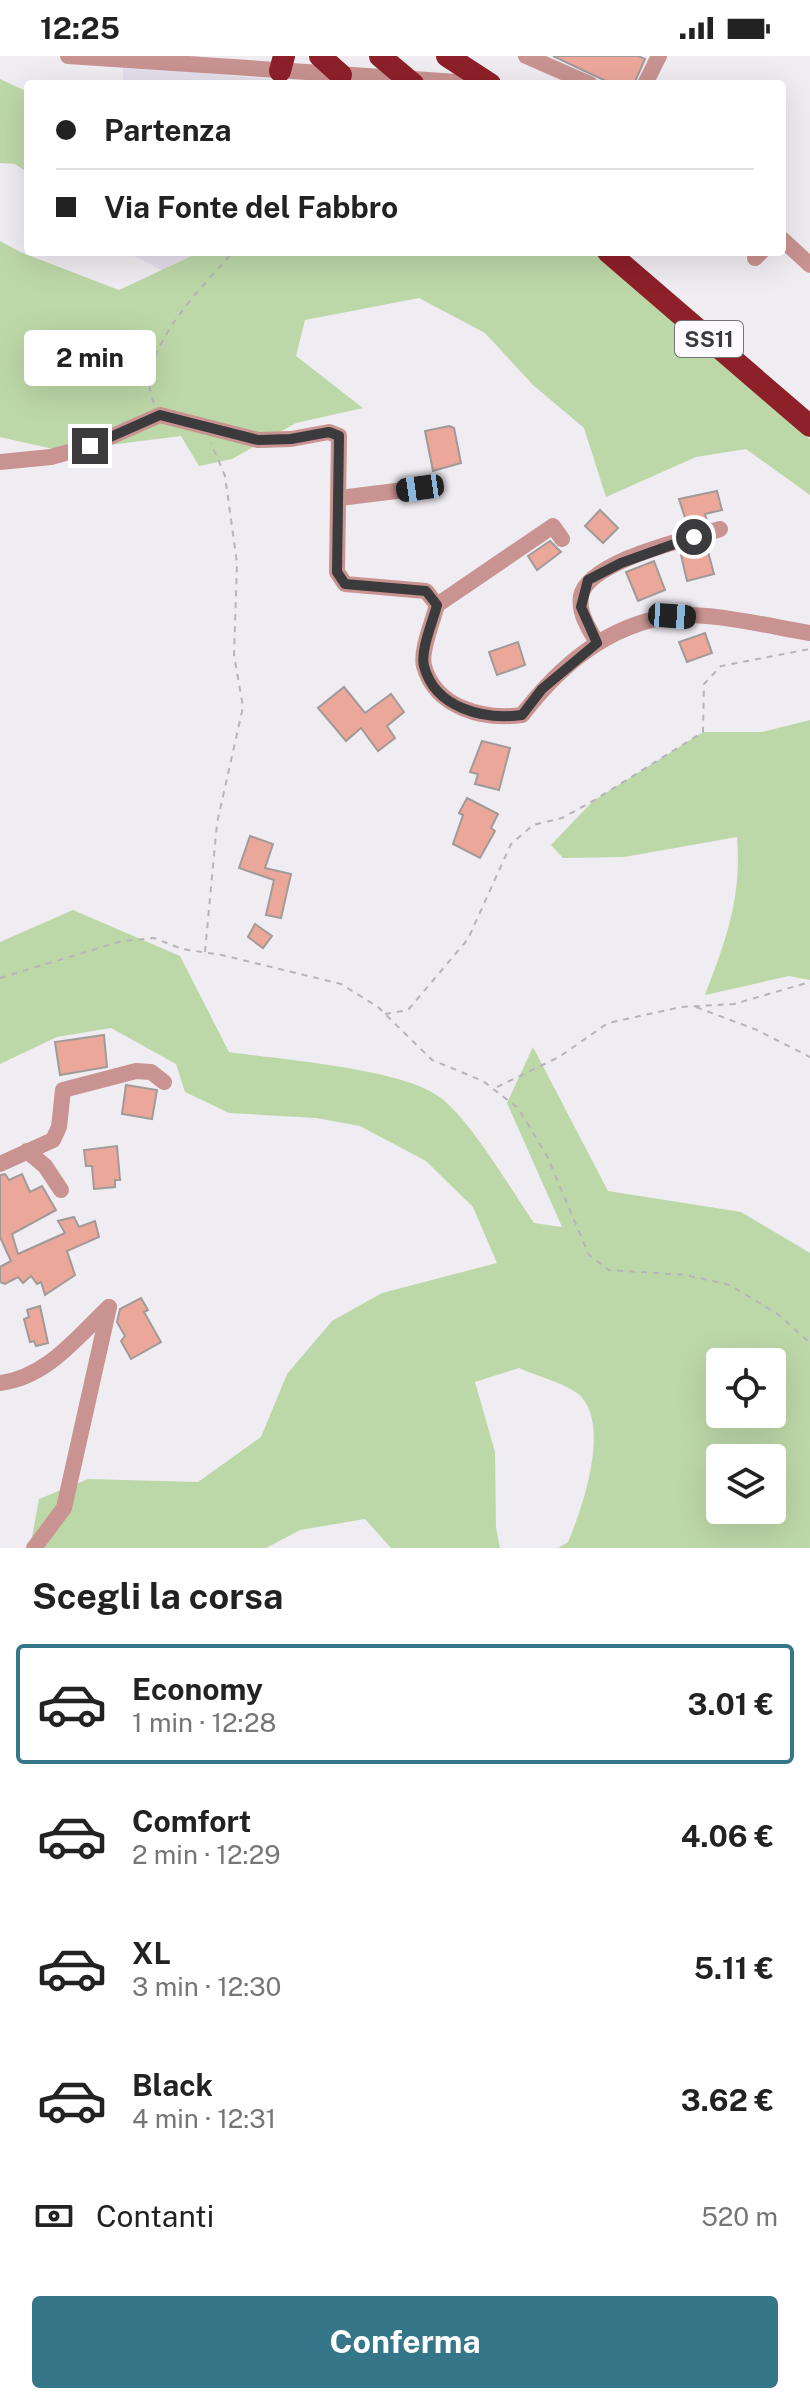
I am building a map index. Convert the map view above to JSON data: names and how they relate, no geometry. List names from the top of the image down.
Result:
{
  "streets": {
    "highway": ["SS11"]
  },
  "page": {
    "status": "12:25",
    "banner": ["Partenza", "Via Fonte del Fabbro"],
    "bubble": "2 min",
    "heading": "Scegli la corsa",
    "list": [
      {
        "name": "Economy",
        "note": "1 min · 12:28",
        "value": "3.01 €"
      },
      {
        "name": "Comfort",
        "note": "2 min · 12:29",
        "value": "4.06 €"
      },
      {
        "name": "XL",
        "note": "3 min · 12:30",
        "value": "5.11 €"
      },
      {
        "name": "Black",
        "note": "4 min · 12:31",
        "value": "3.62 €"
      }
    ],
    "pay": ["Contanti", "520 m"],
    "buttons": "Conferma"
  }
}
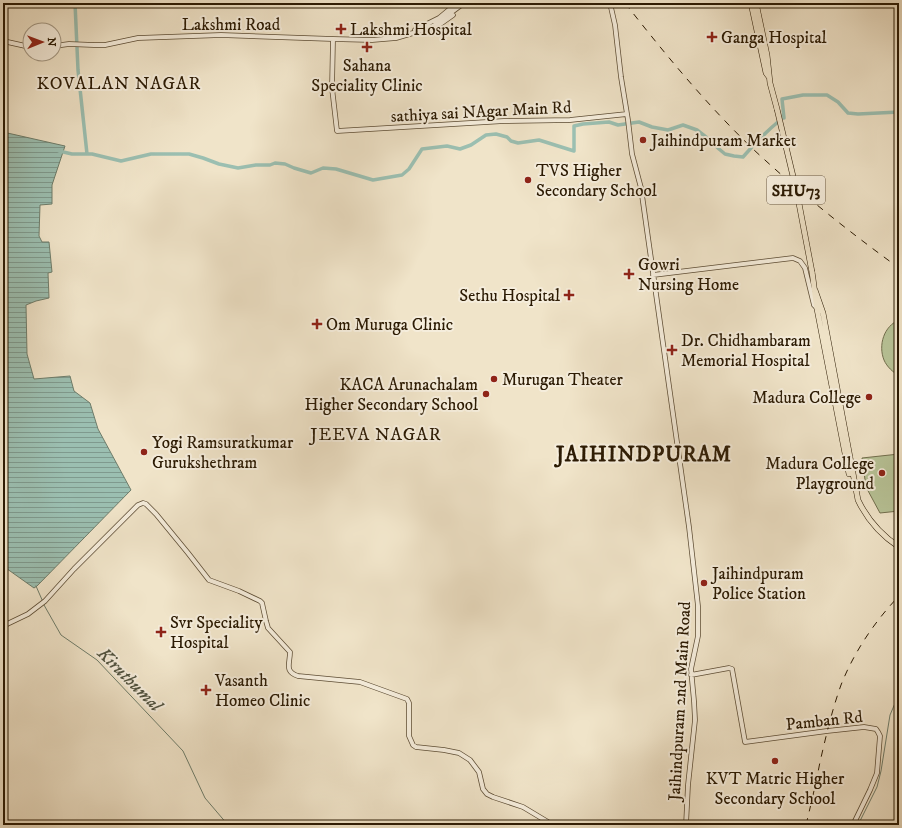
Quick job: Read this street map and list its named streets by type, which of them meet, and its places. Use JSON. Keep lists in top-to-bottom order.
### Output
{
  "streets": {
    "main road": ["SHU73"],
    "street": [
      "Lakshmi Road",
      "sathiya sai NAgar Main Rd",
      "Jaihindpuram 2nd Main Road",
      "Pamban Rd"
    ]
  },
  "crossings": [
    ["Lakshmi Road", "sathiya sai NAgar Main Rd"],
    ["sathiya sai NAgar Main Rd", "Jaihindpuram 2nd Main Road"],
    ["Jaihindpuram 2nd Main Road", "Pamban Rd"]
  ],
  "districts": ["KOVALAN NAGAR", "JEEVA NAGAR", "JAIHINDPURAM"],
  "water": ["Kiruthumal"],
  "places": {
    "health": [
      "Lakshmi Hospital",
      "Ganga Hospital",
      "Sahana Speciality Clinic",
      "Gowri Nursing Home",
      "Sethu Hospital",
      "Om Muruga Clinic",
      "Dr. Chidhambaram Memorial Hospital",
      "Svr Speciality Hospital",
      "Vasanth Homeo Clinic"
    ],
    "other": [
      "Jaihindpuram Market",
      "TVS Higher Secondary School",
      "Murugan Theater",
      "KACA Arunachalam Higher Secondary School",
      "Madura College",
      "Yogi Ramsuratkumar Gurukshethram",
      "Madura College Playground",
      "Jaihindpuram Police Station",
      "KVT Matric Higher Secondary School"
    ]
  },
  "north": "right"
}
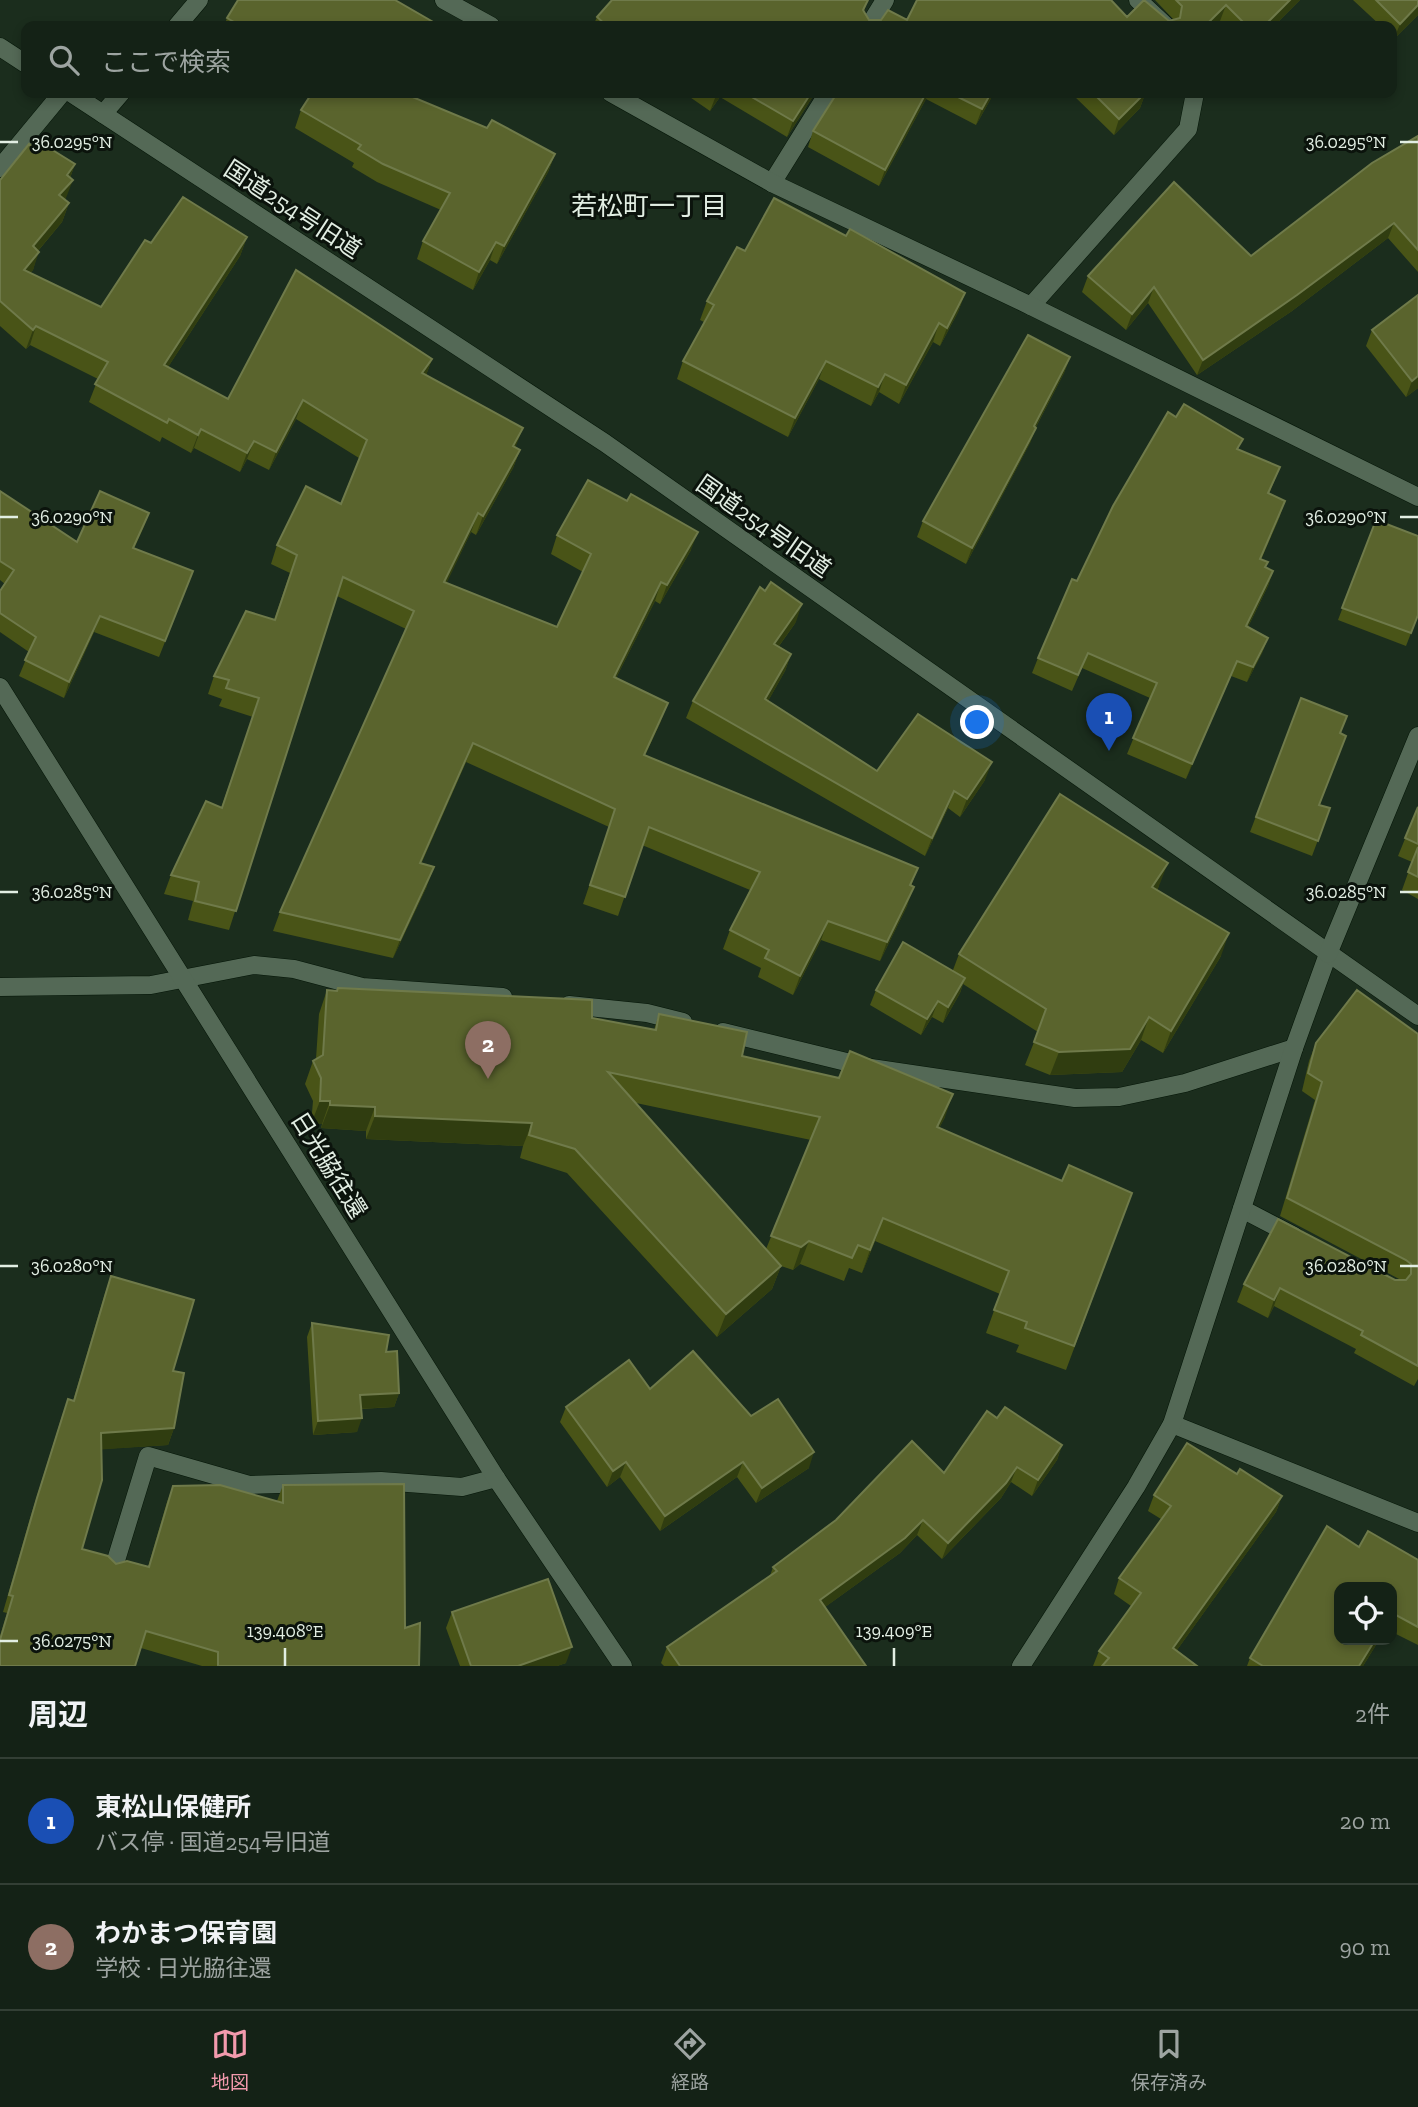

┄┄┄┄┄┄

__WORK REQUEST__. What count of lines in the listing contain the word "JSON"? Reply with the number only.

__TASK OUTPUT__. 2